Nothing belongs in the answer except the lines of the material that include "controls".

##### DATA IN THIS EXERCISE #####

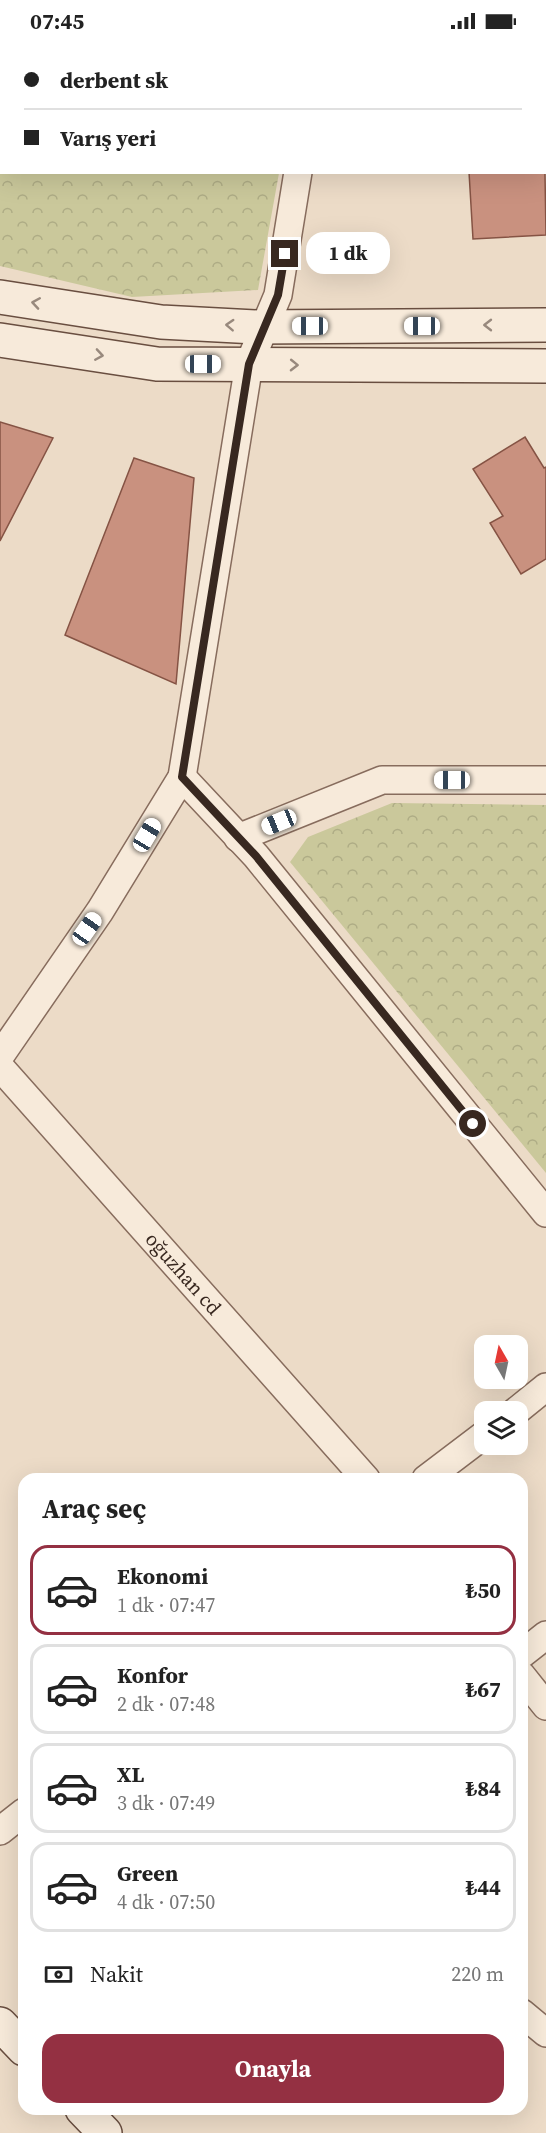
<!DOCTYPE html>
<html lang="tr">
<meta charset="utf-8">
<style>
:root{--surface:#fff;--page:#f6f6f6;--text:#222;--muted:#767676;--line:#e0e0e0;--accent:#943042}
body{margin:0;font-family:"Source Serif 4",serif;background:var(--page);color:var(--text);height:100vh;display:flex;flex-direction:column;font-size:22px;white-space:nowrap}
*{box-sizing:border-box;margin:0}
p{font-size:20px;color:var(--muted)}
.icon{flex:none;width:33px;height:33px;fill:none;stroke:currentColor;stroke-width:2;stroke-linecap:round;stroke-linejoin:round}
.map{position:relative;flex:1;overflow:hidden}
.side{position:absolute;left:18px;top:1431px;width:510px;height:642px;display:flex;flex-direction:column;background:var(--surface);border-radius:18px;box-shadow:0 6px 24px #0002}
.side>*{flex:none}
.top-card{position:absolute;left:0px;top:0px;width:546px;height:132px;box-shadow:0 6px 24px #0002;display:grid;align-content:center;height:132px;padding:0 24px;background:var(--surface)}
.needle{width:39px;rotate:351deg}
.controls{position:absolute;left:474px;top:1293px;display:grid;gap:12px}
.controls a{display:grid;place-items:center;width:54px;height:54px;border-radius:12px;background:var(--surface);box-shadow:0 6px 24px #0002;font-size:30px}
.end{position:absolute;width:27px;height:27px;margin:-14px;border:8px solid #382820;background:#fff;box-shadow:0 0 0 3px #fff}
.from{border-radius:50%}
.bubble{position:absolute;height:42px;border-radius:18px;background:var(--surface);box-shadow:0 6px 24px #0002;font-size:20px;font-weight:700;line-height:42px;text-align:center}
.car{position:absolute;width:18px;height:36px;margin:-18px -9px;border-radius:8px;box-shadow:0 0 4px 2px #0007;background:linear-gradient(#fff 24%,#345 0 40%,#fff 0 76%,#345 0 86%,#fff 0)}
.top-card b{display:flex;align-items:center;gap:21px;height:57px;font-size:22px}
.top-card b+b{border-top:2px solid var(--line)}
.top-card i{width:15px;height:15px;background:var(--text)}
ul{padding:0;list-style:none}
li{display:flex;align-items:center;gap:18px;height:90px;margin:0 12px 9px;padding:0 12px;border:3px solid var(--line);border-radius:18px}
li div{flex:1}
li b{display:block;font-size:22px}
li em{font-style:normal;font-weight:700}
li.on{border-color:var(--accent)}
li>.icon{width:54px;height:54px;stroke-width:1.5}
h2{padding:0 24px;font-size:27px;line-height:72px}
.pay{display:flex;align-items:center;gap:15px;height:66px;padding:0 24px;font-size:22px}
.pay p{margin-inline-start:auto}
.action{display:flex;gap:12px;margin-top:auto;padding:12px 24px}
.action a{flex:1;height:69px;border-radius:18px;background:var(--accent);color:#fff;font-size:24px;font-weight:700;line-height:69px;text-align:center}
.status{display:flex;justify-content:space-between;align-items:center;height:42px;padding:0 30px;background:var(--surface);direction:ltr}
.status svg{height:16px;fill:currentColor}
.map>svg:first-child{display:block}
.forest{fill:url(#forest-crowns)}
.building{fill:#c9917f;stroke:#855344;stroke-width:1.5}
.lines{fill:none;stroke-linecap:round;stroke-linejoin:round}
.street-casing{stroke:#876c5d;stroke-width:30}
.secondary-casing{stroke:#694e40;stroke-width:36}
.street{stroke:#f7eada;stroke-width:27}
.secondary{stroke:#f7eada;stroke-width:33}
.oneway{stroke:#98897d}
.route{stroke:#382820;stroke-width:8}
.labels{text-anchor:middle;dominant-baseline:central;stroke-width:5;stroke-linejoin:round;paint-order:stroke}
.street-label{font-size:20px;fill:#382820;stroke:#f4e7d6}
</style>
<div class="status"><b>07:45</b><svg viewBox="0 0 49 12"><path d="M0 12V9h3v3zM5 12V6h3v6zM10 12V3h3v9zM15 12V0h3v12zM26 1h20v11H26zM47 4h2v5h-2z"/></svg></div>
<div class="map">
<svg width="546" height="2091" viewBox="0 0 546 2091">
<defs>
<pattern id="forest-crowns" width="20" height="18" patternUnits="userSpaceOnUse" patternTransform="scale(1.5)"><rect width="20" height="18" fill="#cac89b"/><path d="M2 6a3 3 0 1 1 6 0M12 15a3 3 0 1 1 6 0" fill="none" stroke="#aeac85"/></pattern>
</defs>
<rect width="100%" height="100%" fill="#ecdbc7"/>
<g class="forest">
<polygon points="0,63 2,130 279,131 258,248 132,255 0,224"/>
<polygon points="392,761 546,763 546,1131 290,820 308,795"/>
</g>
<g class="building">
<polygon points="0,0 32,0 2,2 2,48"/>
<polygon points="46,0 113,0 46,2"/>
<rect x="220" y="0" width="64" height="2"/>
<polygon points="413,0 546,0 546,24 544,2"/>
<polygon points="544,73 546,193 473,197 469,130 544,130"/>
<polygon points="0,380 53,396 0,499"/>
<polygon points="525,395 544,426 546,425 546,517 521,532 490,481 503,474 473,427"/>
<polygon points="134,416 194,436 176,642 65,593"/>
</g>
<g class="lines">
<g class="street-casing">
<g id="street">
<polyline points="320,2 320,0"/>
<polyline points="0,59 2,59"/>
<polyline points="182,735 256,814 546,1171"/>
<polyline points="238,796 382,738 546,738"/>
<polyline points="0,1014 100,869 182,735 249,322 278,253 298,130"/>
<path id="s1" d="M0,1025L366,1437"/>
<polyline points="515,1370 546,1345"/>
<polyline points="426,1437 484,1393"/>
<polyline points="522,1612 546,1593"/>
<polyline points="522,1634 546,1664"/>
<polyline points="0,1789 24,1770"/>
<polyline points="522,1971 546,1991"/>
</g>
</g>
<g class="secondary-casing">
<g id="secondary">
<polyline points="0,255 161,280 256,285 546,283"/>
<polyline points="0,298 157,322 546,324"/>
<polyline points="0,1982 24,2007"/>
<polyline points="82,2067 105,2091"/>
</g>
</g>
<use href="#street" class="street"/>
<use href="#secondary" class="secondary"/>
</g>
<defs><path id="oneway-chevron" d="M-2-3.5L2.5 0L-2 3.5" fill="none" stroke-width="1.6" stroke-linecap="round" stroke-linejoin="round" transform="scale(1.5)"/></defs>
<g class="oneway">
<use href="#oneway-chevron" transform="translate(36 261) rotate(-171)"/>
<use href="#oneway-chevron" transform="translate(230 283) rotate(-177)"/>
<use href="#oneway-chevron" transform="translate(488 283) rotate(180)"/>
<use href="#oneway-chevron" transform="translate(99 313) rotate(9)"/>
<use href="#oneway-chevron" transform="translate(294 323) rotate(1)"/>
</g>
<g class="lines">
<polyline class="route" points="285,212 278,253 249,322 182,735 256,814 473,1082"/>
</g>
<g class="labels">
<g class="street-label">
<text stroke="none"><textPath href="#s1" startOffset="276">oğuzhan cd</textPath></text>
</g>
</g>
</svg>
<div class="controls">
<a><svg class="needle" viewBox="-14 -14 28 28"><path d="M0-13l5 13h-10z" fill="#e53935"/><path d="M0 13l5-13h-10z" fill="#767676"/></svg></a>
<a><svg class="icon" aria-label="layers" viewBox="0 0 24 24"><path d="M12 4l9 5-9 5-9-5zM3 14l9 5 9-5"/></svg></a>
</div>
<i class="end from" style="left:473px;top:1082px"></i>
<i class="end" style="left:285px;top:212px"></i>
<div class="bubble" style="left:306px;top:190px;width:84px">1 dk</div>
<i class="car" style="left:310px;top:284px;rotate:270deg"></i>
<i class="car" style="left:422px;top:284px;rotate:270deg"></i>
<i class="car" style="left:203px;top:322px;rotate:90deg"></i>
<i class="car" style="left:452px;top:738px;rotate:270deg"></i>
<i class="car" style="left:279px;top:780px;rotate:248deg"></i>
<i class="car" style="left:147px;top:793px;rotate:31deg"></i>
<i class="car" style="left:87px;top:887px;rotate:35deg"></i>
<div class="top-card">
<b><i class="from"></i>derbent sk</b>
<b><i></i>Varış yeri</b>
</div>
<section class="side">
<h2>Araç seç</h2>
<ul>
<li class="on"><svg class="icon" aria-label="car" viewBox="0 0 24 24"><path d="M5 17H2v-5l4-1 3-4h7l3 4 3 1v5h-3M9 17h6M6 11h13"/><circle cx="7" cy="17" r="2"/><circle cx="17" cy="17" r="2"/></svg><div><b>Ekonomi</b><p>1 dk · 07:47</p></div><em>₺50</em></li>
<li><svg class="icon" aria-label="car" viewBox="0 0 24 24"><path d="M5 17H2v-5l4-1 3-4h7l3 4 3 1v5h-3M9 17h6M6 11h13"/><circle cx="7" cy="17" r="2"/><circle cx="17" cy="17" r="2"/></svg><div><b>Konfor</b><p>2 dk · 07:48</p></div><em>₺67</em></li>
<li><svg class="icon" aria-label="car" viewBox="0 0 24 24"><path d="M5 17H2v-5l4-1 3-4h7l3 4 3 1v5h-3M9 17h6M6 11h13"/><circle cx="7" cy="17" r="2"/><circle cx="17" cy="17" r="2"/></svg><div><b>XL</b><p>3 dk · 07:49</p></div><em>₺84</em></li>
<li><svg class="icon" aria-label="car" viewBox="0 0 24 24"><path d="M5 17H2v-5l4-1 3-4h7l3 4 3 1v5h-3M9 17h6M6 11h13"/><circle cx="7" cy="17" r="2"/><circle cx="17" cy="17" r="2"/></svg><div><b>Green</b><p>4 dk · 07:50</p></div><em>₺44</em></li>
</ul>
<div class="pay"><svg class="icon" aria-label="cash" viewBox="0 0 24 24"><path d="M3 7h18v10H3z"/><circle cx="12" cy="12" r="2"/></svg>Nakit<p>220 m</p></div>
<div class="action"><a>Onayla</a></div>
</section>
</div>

#####

§ ANSWER SECTION
.controls{position:absolute;left:474px;top:1293px;display:grid;gap:12px}
.controls a{display:grid;place-items:center;width:54px;height:54px;border-radius:12px;background:var(--surface);box-shadow:0 6px 24px #0002;font-size:30px}
<div class="controls">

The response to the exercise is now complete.